### Provided information

********

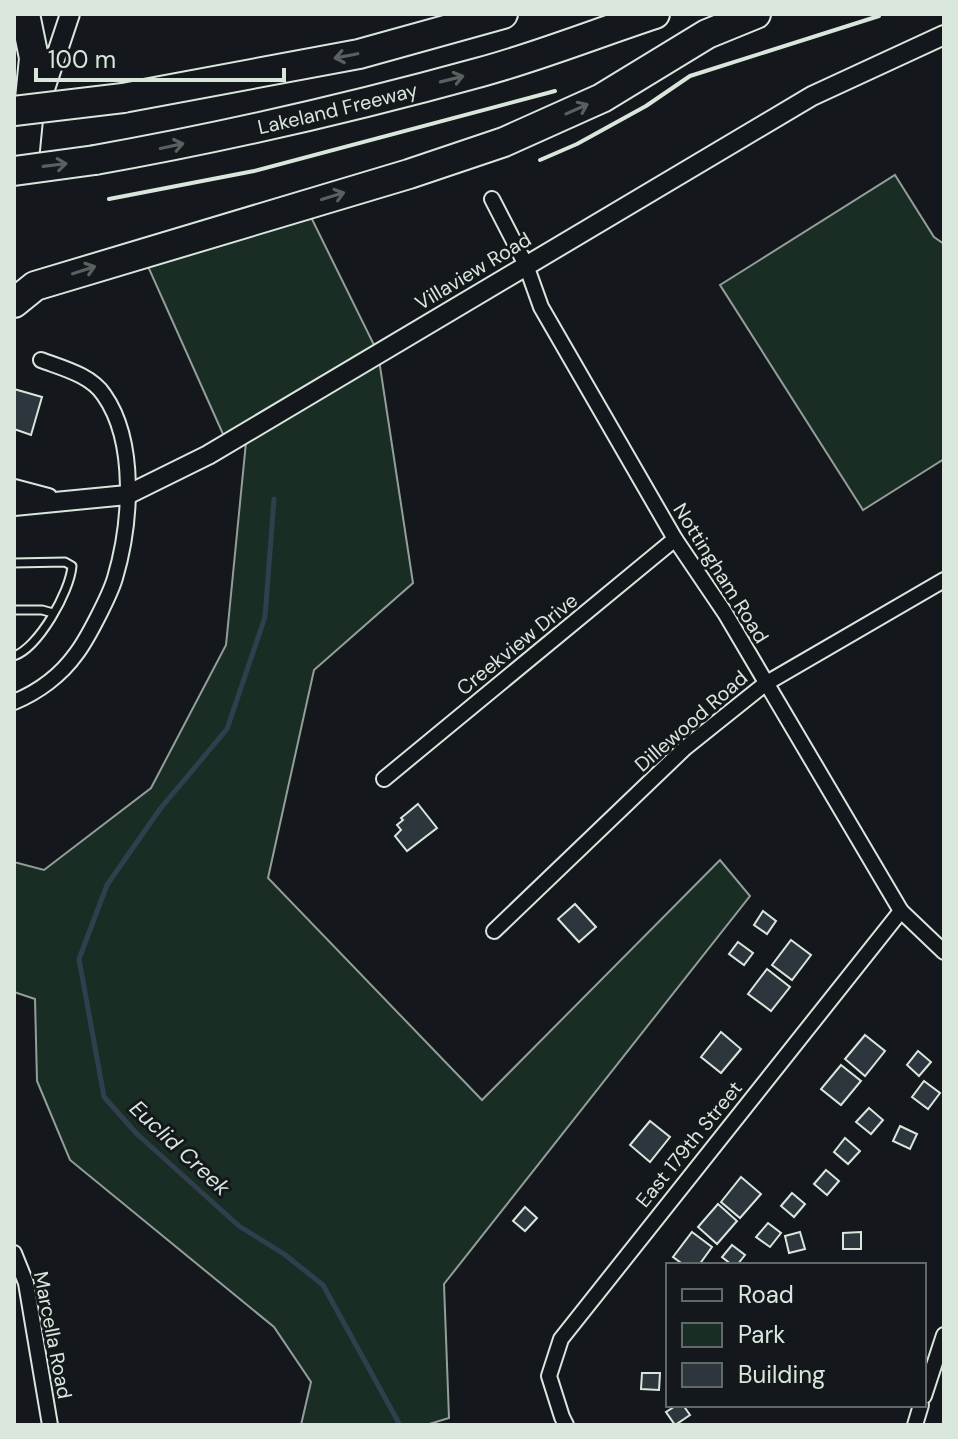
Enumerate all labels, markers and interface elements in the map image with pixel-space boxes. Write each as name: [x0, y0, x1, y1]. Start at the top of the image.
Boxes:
scale bar: [36, 32, 284, 82]
text: 100 m: [48, 44, 116, 75]
one-way arrow: [334, 50, 359, 65]
one-way arrow: [439, 71, 465, 86]
street label: Lakeland Freeway: [255, 77, 420, 140]
one-way arrow: [565, 101, 589, 116]
one-way arrow: [159, 138, 184, 153]
one-way arrow: [41, 158, 68, 173]
one-way arrow: [319, 188, 345, 203]
street label: Villaview Road: [410, 226, 536, 316]
one-way arrow: [71, 262, 96, 277]
street label: Nottingham Road: [667, 498, 775, 648]
street label: Creekview Drive: [451, 587, 583, 701]
street label: Dillewood Road: [629, 665, 753, 777]
street label: East 179th Street: [630, 1075, 748, 1213]
water label: Euclid Creek: [124, 1094, 237, 1203]
legend: [666, 1263, 926, 1407]
street label: Marcella Road: [28, 1269, 78, 1401]
text: Road: [738, 1279, 794, 1310]
text: Park: [738, 1319, 785, 1350]
text: Building: [738, 1359, 825, 1390]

********

### Exercise
Although the records above include pictures, the copy must contain only their exact text.

### Answer for this exercise
Enumerate all labels, markers and interface elements in the map image with pixel-space boxes. Write each as name: [x0, y0, x1, y1]. Start at the top of the image.
Boxes:
scale bar: [36, 32, 284, 82]
text: 100 m: [48, 44, 116, 75]
one-way arrow: [334, 50, 359, 65]
one-way arrow: [439, 71, 465, 86]
street label: Lakeland Freeway: [255, 77, 420, 140]
one-way arrow: [565, 101, 589, 116]
one-way arrow: [159, 138, 184, 153]
one-way arrow: [41, 158, 68, 173]
one-way arrow: [319, 188, 345, 203]
street label: Villaview Road: [410, 226, 536, 316]
one-way arrow: [71, 262, 96, 277]
street label: Nottingham Road: [667, 498, 775, 648]
street label: Creekview Drive: [451, 587, 583, 701]
street label: Dillewood Road: [629, 665, 753, 777]
street label: East 179th Street: [630, 1075, 748, 1213]
water label: Euclid Creek: [124, 1094, 237, 1203]
legend: [666, 1263, 926, 1407]
street label: Marcella Road: [28, 1269, 78, 1401]
text: Road: [738, 1279, 794, 1310]
text: Park: [738, 1319, 785, 1350]
text: Building: [738, 1359, 825, 1390]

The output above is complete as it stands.